Он нисколько не зазнавался и очень обрадовался той еде, что притащила Мыся. А так как она не забыла захватить с собой еще и пару кастрюлек, то вскоре на костре булькал вкусный овощной суп с пшенной крупой. А тем временем Мыся рассказывала Громышке, почему это она вдруг решила его разыскать: “Понимаешь, как только я услыхала эту притчу про сон Рипичипа, мое сердце забилось очень сильно. Я как бы услышала какой-то зов. И не могла ему сопротивляться. Гости сказали, что ты знаешь ответ на тот вопрос Рипичипа, на который не смог ответить сам Аслан. Расскажи мне, пожалуйста.” Громышка сунул флейту в щель между ветками, из которых были сплетены стены шалаша, подумал и спросил:
— А почему ты считаешь, что Аслан не смог ответить на тот вопрос?
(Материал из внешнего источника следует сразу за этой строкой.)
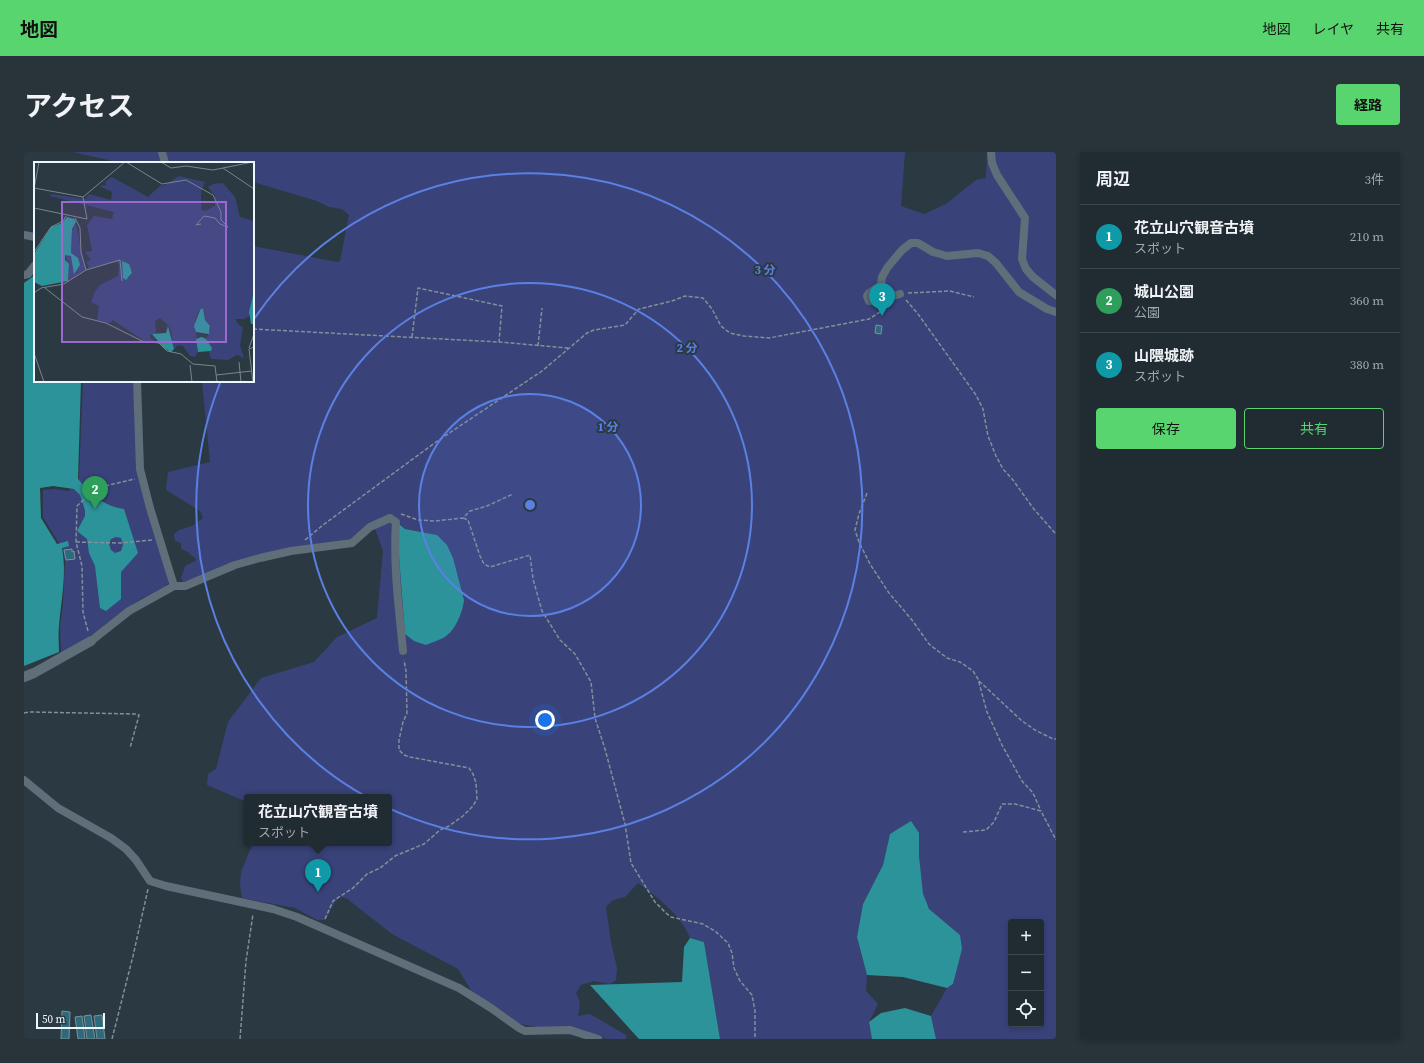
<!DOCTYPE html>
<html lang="ja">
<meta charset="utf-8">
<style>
body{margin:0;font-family:"Source Serif 4","Noto Sans JP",serif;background:#28333a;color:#f1f3f6}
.controls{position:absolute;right:12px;bottom:12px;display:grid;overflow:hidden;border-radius:4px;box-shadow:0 2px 6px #0003}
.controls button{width:36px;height:36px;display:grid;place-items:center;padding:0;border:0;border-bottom:1px solid #3d474d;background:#202b32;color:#f1f3f6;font:20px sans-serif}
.scale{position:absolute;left:12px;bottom:10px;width:69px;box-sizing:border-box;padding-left:4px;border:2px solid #edf6fc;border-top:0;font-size:11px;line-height:14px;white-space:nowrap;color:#edf6fc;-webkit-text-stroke:3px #2b3942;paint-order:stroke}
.you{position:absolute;left:521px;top:568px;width:14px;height:14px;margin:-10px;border:3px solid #fff;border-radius:50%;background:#1a73e8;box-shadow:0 0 0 6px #1a73e833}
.badge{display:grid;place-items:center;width:26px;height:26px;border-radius:50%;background:#59d56f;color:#fff;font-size:13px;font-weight:700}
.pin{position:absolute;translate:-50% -33px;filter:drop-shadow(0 1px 2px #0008)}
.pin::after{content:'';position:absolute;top:21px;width:14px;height:12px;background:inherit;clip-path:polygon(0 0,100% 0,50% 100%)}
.popup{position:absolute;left:220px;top:642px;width:148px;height:52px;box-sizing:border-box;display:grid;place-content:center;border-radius:4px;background:#202b32;filter:drop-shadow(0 1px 3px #0005);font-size:13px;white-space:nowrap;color:#a2a7ac}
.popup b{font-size:15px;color:#f1f3f6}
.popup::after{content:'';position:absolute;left:50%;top:100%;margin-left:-8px;border:8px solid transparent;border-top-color:#202b32}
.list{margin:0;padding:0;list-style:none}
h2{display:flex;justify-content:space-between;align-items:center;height:52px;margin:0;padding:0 16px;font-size:17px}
h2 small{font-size:13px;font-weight:400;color:#a2a7ac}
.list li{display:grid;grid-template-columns:26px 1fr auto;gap:12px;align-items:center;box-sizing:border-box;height:64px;padding:0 16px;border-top:1px solid #3d474d}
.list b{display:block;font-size:15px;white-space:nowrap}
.list p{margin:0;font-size:13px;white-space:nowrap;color:#a2a7ac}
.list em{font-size:13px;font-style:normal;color:#a2a7ac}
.actions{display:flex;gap:8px;padding:12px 16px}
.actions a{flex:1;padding:9px 0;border:1px solid #59d56f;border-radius:4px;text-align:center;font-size:14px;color:#59d56f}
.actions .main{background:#59d56f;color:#111}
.icon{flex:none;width:22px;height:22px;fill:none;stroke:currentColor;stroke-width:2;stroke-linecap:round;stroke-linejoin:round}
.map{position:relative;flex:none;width:1032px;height:887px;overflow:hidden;border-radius:4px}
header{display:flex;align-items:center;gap:24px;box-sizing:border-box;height:56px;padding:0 20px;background:#59d56f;color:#111}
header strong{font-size:19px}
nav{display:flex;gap:22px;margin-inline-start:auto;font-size:14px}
.intro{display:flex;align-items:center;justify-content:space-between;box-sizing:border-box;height:96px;padding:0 24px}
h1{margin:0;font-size:28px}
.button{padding:10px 18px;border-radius:4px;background:#59d56f;color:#111;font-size:14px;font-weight:700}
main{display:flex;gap:24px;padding:0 24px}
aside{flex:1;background:#202b32;border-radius:4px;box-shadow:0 2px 6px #0003}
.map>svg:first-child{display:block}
.green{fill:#39437a;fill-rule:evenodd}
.water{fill:#2c939a;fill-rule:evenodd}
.building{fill:#2d6a7c;stroke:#7d9197}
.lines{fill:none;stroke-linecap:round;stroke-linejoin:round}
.path{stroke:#848f97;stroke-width:1.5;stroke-dasharray:4 2;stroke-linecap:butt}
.minor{stroke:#5f6e78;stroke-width:8}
.tertiary{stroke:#5f6e78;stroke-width:10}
.ring{fill:none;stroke:#5b80e3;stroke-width:2}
.inset-road{fill:none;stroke:#79858c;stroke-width:1}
.view{fill:#9d69d1;fill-opacity:0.15;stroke:#9d69d1;stroke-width:2}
.inset-edge{fill:none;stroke:#edf6fc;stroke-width:2}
.centre{fill:#5b80e3;stroke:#2b3942;stroke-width:2}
.ring-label{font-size:12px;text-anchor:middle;font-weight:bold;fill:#5b80e3;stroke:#2b3942;stroke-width:4;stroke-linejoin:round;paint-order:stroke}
</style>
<header>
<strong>地図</strong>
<nav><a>地図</a><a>レイヤ</a><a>共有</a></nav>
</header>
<div class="intro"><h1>アクセス</h1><a class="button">経路</a></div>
<main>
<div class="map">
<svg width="1032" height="887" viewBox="0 0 1032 887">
<rect width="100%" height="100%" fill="#2b3942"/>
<path class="green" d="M49 0H881L877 54 900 62 922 52 952 28 962 26 963 0H1032V887H912L907 864 923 836 929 832 936 783C927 776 912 765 905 757 894 741 895 700 895 681L866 682 859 713 839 752 833 785 843 823 842 839 854 852 845 870 848 887H696L680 790 666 786C658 764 632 744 614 731L601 745 589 748 582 755 587 790 593 816 592 828 586 832 570 829 557 833 552 841 556 850 554 864 566 862 602 883V887H585L496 872 481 861 450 843 434 817 368 782 322 746 316 745C307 753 308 760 300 768H293L271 756 218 746 216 733 217 720 229 691H365V645H223V650L183 633 184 622 192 617 204 570 237 526 290 510 313 485 353 466 359 399 349 371 326 387 270 395 159 430 157 426 161 414 173 408 164 400 157 397V391L151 389 150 382 155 378 168 374 179 366 176 359 142 338 144 320 186 310 178 229H229V94L313 110 316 109 325 63 318 57 305 55 293 49 229 30V11H97ZM376 372 381 377 413 383 374 391ZM987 770H1017V872H987Z
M59 229H109L113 303 145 431C134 440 120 444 108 453 84 469 64 489 37 501L36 475 39 452 41 410 39 398 19 365V338L31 337 45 339 55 326Z"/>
<path class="water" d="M11 123V229H57L54 327C67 342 79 354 100 357L114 401 97 420V447L82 459 76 456 71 414 65 401 63 387 53 379 61 364V358L56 343 50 337 29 334 16 336 17 366 33 392 44 389 45 394 38 396C43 422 37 449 35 474 34 483 35 491 35 500L0 514V131ZM92 385 97 386 99 393 97 399 91 401 87 398 85 392 87 387Z
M375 372 381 377 413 383 423 393 429 406 440 448C439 459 432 477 422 484 417 488 408 490 402 493L390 489 381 482 374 391Z
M887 669 895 681V704L899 742 902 749 905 757 936 783 938 797 929 832 923 836 879 825 843 823 833 785 839 752 859 713 866 682Z
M666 786 680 790 696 887H615L566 833 658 830 660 795Z
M881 856 907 864 912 887H848L845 870 857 861Z"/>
<path class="building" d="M852 173 858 174 857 182 851 181Z
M48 397V400L50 399 51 407 42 408 40 398Z
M38 859 46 860 45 887H37Z
M67 863 71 887H63L60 864Z
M78 863 81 887H73L70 864Z
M58 864 61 887H54L51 865Z"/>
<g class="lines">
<path class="path" d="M884 141 926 139 950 145
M882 148 894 162 952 243 959 257 964 284 972 304 979 317 989 328 1009 356 1032 382
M229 177 475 190 544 196
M388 185 394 136 478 154 475 190
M514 194 518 156
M843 341 835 362 831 378 835 390 846 412 865 441 888 468 905 492 923 506 936 510 949 519 954 527 963 560 978 593 998 629 1009 641 1017 659
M377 362 394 368 411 369 439 366 446 359 463 354 489 342
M439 366 444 368 456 404 460 412 466 415 506 403 509 427 518 459 536 488 551 502 567 530 571 566 581 597 601 672 607 711 631 750 642 761 647 765 679 772 691 779 704 791 708 801 710 816 716 829 728 843 731 859V887
M281 388 299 373 412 290 518 219 563 181 570 178 601 173 615 157 648 149 661 144 679 146 688 157 697 174 706 181 720 184 745 186 845 167 864 155
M52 390 96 391 128 388
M64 479 59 460 58 414 52 390 53 354 72 336 111 327
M955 529 998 569 1011 578 1029 587H1032
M0 561 6 560 112 562 115 563 114 567 106 596
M939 680 962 678 970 670 978 652H991L1017 659 1032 688
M301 767 309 749 329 736 343 722 356 716 371 704 400 692 416 678 425 674 439 664 449 654 453 647 452 631 449 622 445 616 386 605 380 603 375 598V588L379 570 383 561 382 519 380 508
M88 887 109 804 124 737
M216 887 222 809 229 762"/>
<path class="minor" d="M138 0 141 11
M967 0 968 11 973 23 1001 66 998 107 1002 117 1009 125 1032 143
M0 83 11 85
M0 123 4 122 11 113
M876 142 851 149H845L843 144 845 141 857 133 858 125 863 116 878 98 887 91H894L909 100 923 104 954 101 964 104 972 111 995 140 1023 157 1032 160
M113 229 116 317 126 356 150 434
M67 489 105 459 150 434H161L211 413 236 406 267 399 328 391 346 375 366 366 372 370C369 413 375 456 379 499
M0 628 34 656 87 686 102 697 112 708 126 729 142 734 249 757 273 765 435 836 467 856 495 876 501 879 546 878 574 887"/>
<path class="tertiary" d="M0 525 10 521 67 489"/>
</g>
<circle cx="506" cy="353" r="111" fill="#5b80e3" fill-opacity=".12"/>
<g class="ring">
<circle cx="506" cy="353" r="111"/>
<circle cx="506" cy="353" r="222"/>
<path d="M230 167A333 333 0 1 1 196 231"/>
</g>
<g transform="translate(10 10)">
<rect width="220" height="220" fill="#2b3942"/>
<path d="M145 14 171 20 167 30V48L171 49 181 44V34L174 25 179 22 189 21 201 35 206 55 220 59V129L217 147 215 154 210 157H201L206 164 209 165 206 184 210 196 203 193 194 198 177 197 175 190 178 187 172 177 177 166 171 157 170 148H165L161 159 164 190 161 195 156 194 149 184 144 183 140 187 136 165 126 156 121 159 122 171 116 173V176L124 181 109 178 79 158 76 161 63 158 65 144 57 140 61 130 66 123 84 114 85 103 83 99 53 107 55 104 52 100 57 98 51 90 58 89 53 63 60 54 78 57 80 50 16 34 18 32 51 37 55 32 77 38 78 30 65 24 72 23 71 20 78 15 114 35 127 23 129 24ZM89 99 98 112 95 116H89ZM42 61 51 108 34 119 35 105 31 93 37 91 38 68Z" fill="#39437a" fill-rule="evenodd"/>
<path d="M33 55 41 57 42 60 38 67 37 91 44 96 46 103 40 112 37 94 31 93V98L35 102 34 119 8 124 0 120V92L17 65 28 61ZM88 99 95 102 98 111 92 118 89 116ZM220 129V162H217L215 150ZM169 146 171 158 176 164 175 172 162 170 160 164 166 148ZM134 164 140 187 137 190 130 186 118 172 132 171ZM168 175 172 177 178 186 177 189 164 190 162 177Z" fill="#2c939a"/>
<path class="inset-road" d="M92 0 128 22 152 18 179 33 187 50V58L194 65 186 62 181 56 170 54 162 63 167 62M127 0 137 6 152 4 179 8 219 0M189 6 220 27M0 26 49 35 91 0M0 27 5 0M0 46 53 57 49 35M41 56 46 66 47 90 52 108M0 90 17 65 29 59 32 54M11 126 48 155 72 161 108 179 125 181 133 189 147 192 159 202 181 204 183 220M0 131 7 126 30 122 52 108 86 98 88 119M215 186 220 172M0 191 10 220M205 200 207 220M156 203 158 220M182 213 218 209M219 220 215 187 220 185"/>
<path class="view" d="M28 40H192V180H28Z"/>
<rect width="220" height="220" class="inset-edge"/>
</g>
<circle cx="506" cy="353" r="6" class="centre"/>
<g class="ring-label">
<text x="741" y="122">3 分</text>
<text x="663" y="200">2 分</text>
<text x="584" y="279">1 分</text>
</g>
</svg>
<div class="controls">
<button>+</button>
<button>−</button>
<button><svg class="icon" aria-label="locate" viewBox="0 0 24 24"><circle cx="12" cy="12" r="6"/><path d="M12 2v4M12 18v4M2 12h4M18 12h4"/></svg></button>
</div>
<div class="scale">50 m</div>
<div class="you"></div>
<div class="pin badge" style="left:294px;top:740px;background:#0f9aa8">1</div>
<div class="popup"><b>花立山穴観音古墳</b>スポット</div>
<div class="pin badge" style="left:71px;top:357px;background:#2e9e5b">2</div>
<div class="pin badge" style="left:858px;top:164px;background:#0f9aa8">3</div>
</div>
<aside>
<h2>周辺<small>3件</small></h2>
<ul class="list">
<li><span class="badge" style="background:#0f9aa8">1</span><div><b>花立山穴観音古墳</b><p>スポット</p></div><em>210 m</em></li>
<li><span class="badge" style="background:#2e9e5b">2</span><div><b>城山公園</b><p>公園</p></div><em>360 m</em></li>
<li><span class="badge" style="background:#0f9aa8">3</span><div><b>山隈城跡</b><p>スポット</p></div><em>380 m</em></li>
</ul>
<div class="actions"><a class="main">保存</a><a>共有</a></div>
</aside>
</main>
— Все так считают, — ответила Мыся.
— Это ошибка. Аслан дал полный ответ, но мыши не захотели его сохранить для потомков.
— Так что же ответил Аслан?
— Сначала напомни, что спросил Рипичип, — попросил Громышка.
— Ну, Рипичип не мог решить, что более реально, та жизнь, что он вел днем, или та, что он вел ночью. Правильно?
— Правильно. Так вот, Аслан сказал: “Я не стал бы противопоставлять твой дневной и ночной опыт. Их реальность или нереальность совершенно одинакова. Но ты спрашиваешь, что на самом деле реально в такой ситуации. Я отвечу тебе — единственно реально твое Я, которое днем является Рипичипом, а ночью облезлым нищим.”
— Это надо обдумать, — сказала Мыся и погрузилась в долгое молчание. Громышка внимательно на нее посмотрел, вздохнул и пошел к костру, проверить, не готов ли суп.
Когда они поели, хлебая суп из одной кастрюльки, Мыся вдруг спросила:
— Громышка, а откуда тебе стал известен истинный ответ Аслана?
— На это я смогу тебе ответить, только после того, как ты разгадаешь одну мою загадку, — ответил Громышка, внимательно глядя Мысе прямо в глаза. — Загадка такая:
“Одна девочка заснула, и ей приснился сон, будто она переправляется через бездонную пропасть по веревке. Когда девочка почти переправилась, веревка вдруг порвалась. Девочка повисла над пропастью на ее коротком обрывке. Но он был привязан к деревцу, которое вцепилось в скалы своими тоненькими корешками. Стоило девочке попытаться хоть чуть-чуть подтянуться на веревке, как корешки начинали трещать, и деревце было готово оторваться от скалы целиком. Тогда девочка решила повисеть неподвижно и обдумать свое положение. Но тут на беду объявились две мышки — одна черная и одна белая — и стали быстро-быстро перегрызать веревку. Вот уже и веревка затрещала. Так что же нужно сделать девочке, чтобы спастись? Отвечай быстро!” — почти крикнул Громышка.
И Мыся вдруг, не задумываясь, выпалила: “Проснуться, конечно проснуться!” И в тот же миг вся картина вокруг подернулась белым туманом. Громышка что-то говорил, но его уже не было слышно, только по движению рта Мыся догадалась, что он кричит: “До свидания!” И тут девочка проснулась.
Она была одна в комнате и еще не знала, что проспала три месяца. А пока ее родные не спохватились и не бросились к ней с радостными объятиями, у нее оставалось еще несколько минут, чтобы закрепить в памяти все пережитое. А главное, подумать, кем же был Громышка на самом деле и почему он напоследок крикнул “до свидания”? Может быть его удастся повстречать здесь, в мире людей? Но как его узнаешь?…
А вот я иногда думаю, шагая по улицам города, может быть я на самом деле — кто-то, кому только снится, что он человек?